I just read the vort "The Problem of Instant Gratification" in your parsha newsletter (page 4). It reminded me of a nice true story of the same idea that I heard about 40 years ago in Israel.
A chossid was once lying in bed on a freezing morning in Russia. He was craving a cigarette but he didn't want to get out of his warm bed into the freezing air of his ramshackle room.

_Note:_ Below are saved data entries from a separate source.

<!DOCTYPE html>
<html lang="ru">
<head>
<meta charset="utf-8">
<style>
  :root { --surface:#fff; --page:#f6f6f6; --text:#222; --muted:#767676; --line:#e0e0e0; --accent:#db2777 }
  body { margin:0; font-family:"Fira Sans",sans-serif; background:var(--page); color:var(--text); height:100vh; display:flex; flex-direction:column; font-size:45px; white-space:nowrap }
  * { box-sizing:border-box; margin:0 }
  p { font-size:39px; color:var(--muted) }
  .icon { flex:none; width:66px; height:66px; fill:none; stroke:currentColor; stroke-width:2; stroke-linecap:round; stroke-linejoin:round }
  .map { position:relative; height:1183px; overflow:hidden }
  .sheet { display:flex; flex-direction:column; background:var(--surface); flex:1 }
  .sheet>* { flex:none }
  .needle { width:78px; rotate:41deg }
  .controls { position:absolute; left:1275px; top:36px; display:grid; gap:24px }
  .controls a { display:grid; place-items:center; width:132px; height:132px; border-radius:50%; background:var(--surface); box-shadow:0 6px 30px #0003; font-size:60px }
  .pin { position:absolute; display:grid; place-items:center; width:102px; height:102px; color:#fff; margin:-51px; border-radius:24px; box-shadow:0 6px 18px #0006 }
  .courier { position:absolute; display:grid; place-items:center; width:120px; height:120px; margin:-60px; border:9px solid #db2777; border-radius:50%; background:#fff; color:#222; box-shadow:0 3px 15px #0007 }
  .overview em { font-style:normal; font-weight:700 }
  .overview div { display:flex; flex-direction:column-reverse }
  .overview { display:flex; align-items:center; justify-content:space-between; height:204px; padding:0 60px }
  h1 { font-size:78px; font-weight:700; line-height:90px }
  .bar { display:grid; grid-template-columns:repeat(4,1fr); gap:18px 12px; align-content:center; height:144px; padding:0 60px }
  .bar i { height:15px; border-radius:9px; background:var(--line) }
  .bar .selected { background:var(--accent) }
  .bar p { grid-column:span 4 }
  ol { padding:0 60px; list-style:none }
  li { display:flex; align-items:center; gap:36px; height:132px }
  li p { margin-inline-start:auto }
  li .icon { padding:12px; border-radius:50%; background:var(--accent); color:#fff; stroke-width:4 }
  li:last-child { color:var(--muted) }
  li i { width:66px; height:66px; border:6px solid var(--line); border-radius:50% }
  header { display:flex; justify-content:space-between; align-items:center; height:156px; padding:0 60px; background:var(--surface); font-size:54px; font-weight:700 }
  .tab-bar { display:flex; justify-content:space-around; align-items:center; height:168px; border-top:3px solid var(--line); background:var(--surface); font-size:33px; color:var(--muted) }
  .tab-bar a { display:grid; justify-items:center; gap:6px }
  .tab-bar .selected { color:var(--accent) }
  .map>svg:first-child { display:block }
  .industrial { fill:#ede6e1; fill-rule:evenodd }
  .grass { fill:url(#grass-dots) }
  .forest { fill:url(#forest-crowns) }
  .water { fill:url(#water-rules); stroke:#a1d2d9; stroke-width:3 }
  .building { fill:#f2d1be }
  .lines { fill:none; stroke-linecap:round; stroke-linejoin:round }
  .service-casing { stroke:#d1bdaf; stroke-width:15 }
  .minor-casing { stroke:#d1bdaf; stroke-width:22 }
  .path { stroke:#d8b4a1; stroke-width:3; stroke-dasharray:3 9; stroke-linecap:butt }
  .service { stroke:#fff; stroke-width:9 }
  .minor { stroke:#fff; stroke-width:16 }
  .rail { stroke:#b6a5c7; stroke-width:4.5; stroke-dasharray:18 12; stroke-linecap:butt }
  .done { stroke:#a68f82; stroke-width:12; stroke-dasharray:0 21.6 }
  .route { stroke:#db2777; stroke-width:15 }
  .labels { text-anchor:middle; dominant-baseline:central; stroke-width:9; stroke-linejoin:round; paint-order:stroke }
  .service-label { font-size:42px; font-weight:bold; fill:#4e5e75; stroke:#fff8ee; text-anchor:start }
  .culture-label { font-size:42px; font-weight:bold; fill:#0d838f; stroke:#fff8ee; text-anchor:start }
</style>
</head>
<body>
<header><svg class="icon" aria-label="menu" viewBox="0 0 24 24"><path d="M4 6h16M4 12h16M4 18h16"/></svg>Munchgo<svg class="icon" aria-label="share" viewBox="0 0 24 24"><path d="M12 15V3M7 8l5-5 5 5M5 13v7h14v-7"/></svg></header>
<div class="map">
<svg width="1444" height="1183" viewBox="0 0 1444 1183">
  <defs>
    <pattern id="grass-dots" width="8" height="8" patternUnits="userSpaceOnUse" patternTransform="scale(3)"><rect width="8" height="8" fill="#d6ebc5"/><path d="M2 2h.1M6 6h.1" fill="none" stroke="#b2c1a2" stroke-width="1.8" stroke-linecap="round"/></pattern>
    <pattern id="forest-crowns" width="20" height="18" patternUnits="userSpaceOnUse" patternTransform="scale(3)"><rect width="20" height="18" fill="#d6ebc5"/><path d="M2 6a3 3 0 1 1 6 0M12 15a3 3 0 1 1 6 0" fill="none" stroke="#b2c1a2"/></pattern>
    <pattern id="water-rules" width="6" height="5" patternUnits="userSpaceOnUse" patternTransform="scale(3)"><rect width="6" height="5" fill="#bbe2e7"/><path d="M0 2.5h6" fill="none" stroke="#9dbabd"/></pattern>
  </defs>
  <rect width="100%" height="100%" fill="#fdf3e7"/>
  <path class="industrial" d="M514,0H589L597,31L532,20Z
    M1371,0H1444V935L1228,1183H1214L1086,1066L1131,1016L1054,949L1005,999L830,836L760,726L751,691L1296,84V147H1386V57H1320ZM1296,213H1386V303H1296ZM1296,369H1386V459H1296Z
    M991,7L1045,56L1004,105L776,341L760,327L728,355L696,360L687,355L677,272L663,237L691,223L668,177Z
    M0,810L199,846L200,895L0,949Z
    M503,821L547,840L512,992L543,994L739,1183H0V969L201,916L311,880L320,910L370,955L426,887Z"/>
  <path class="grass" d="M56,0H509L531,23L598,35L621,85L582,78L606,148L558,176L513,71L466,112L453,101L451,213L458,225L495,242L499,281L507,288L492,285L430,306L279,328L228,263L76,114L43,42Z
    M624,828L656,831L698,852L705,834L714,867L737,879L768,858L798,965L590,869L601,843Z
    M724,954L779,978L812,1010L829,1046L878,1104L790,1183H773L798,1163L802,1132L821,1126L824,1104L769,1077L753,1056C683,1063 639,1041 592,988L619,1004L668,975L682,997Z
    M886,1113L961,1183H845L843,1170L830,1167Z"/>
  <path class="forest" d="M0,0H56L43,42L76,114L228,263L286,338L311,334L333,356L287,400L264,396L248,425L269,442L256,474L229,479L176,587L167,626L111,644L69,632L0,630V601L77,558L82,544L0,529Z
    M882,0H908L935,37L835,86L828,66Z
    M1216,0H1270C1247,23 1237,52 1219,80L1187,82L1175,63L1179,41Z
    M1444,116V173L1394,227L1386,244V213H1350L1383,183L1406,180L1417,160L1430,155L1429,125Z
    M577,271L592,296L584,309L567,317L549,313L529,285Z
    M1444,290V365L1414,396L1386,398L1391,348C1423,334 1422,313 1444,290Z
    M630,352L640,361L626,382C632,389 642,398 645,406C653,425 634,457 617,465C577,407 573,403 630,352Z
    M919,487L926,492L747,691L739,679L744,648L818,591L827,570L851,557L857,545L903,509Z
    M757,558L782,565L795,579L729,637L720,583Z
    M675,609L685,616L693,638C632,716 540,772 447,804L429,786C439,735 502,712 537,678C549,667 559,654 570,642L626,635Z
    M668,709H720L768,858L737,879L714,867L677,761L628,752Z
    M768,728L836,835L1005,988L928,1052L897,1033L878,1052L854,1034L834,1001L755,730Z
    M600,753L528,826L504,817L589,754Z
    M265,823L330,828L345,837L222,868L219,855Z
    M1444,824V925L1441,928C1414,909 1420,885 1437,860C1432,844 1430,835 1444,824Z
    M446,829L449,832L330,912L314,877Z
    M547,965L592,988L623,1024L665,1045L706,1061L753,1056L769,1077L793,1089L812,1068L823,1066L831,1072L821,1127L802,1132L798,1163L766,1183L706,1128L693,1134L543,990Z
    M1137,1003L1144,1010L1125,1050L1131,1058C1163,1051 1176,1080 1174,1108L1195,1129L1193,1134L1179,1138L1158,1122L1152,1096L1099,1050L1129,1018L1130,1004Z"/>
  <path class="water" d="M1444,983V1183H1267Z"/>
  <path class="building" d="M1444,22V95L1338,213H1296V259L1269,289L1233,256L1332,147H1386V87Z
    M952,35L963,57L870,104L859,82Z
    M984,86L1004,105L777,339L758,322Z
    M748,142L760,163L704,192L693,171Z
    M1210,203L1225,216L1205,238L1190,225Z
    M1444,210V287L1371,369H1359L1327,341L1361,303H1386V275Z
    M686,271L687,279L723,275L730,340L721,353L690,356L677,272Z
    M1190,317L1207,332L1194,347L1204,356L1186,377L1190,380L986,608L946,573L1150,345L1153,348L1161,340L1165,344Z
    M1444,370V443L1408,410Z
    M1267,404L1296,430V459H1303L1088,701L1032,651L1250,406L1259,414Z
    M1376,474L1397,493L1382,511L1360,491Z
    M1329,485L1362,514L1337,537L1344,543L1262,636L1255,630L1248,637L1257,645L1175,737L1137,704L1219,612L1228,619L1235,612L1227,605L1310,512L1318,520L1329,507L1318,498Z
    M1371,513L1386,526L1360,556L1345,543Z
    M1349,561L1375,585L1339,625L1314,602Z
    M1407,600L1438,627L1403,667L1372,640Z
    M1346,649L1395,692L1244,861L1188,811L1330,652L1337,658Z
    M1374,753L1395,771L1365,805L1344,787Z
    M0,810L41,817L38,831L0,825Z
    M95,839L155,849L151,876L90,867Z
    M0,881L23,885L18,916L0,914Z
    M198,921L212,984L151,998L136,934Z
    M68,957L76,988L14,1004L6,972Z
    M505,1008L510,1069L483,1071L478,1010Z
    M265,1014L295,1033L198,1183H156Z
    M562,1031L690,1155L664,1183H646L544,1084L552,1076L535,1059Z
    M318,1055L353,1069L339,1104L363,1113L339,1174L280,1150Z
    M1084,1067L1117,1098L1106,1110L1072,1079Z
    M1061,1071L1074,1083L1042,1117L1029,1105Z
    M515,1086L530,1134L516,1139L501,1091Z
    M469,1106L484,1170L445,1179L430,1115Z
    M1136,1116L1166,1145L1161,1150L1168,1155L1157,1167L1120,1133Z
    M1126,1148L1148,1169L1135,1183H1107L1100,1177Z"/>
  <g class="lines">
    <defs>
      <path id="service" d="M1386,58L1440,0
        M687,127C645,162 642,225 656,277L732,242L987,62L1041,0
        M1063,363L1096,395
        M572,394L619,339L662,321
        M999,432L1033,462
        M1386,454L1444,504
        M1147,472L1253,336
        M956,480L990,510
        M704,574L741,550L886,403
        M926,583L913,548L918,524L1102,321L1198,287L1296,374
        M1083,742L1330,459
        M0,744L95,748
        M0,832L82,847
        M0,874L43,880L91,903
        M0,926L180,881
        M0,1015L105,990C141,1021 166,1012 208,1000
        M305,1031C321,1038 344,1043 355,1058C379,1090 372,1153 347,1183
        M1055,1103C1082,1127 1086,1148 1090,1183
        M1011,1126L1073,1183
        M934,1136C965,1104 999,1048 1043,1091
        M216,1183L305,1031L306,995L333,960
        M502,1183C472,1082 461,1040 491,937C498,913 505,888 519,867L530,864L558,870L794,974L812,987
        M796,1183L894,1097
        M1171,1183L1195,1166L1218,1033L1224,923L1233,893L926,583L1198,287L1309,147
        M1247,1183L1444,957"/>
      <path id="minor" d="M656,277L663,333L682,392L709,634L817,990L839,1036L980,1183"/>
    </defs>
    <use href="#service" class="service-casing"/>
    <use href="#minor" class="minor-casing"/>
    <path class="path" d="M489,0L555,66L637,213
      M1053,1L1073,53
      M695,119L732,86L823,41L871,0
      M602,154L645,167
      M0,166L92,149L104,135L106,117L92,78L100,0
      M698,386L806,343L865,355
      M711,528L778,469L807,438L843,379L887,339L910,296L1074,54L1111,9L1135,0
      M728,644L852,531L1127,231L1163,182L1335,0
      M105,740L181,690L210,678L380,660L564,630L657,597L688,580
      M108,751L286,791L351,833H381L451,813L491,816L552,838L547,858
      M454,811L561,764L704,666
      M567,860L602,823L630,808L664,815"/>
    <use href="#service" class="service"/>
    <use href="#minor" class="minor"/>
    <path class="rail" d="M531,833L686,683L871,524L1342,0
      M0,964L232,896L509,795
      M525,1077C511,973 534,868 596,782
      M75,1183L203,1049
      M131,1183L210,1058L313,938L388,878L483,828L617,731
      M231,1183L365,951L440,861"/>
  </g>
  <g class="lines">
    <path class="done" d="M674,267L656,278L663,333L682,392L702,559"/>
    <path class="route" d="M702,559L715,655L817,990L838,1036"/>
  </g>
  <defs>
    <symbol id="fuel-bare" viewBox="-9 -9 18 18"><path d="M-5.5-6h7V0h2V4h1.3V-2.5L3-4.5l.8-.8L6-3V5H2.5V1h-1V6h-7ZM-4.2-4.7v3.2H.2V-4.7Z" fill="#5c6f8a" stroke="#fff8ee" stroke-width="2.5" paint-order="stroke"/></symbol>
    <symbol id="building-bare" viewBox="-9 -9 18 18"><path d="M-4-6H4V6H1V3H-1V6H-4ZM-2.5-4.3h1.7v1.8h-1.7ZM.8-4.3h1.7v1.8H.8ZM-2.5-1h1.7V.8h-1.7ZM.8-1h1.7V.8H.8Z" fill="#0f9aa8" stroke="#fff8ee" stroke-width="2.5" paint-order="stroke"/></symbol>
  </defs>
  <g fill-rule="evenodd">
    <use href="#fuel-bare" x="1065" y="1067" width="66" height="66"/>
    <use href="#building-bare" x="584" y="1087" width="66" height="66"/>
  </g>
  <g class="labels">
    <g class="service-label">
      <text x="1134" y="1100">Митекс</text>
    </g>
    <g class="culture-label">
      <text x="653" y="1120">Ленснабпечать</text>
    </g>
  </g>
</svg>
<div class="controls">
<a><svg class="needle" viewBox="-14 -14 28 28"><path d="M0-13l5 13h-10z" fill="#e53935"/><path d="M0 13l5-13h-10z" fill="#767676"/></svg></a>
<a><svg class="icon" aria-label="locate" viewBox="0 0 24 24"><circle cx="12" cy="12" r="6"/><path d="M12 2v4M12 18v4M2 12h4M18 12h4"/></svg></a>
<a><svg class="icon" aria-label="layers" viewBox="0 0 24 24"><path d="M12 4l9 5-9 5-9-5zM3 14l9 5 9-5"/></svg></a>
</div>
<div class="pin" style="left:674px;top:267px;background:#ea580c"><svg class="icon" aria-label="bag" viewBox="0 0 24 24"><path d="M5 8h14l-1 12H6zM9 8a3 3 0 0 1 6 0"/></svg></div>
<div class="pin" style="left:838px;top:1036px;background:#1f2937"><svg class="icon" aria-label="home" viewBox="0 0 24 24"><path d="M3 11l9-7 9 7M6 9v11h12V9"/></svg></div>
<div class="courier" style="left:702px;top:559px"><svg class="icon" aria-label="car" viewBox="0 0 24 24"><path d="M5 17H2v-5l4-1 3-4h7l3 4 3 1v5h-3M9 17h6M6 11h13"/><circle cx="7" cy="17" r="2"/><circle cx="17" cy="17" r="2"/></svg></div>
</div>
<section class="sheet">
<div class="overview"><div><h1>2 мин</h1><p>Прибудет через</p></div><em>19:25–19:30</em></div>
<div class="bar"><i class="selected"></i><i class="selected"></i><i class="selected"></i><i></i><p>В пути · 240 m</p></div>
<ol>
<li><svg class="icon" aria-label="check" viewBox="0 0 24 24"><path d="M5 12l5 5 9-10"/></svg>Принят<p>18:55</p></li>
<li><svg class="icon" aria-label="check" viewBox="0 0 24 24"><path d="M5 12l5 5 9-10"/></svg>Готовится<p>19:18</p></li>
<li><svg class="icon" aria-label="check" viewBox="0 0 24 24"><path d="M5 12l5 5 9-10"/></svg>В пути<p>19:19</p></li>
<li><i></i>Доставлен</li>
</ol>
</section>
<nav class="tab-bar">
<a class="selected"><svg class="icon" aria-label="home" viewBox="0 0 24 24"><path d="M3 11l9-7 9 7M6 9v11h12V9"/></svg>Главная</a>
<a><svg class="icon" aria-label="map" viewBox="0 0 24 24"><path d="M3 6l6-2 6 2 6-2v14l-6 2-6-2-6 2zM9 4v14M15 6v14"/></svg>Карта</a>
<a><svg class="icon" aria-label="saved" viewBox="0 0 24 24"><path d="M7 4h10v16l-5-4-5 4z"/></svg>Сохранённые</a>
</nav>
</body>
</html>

He couldn't decide which to choose, having a cigarette or staying in his warm bed. He struggled to decide for a long time. Finally he decided to stay in bed. But by then he was so disgusted at his enslavement to his desires, that he decided to rebel and do the opposite of what he had chosen. But he was still troubled - maybe doing the opposite of his preferred choice by going into the freezing air of his room for a cigarette was just a trick of his yetzeh horah that really wanted him to have the cigarette while feeling righteous about it because he was only doing it in order to give up his first choice of staying in his warm bed.
Oy! What to do, to break away from his yetzeh horah?
Finally, he got up to have the cigarette, picked it up from his dresser and put it to his mouth. Then he put it down and refused to smoke it. He had given up the cigarette AND his warm bed.
That'll teach the yetzeh hora!
The more we train ourselves not to give in to our every whim, the easier it will be for us to overcome the bigger tests.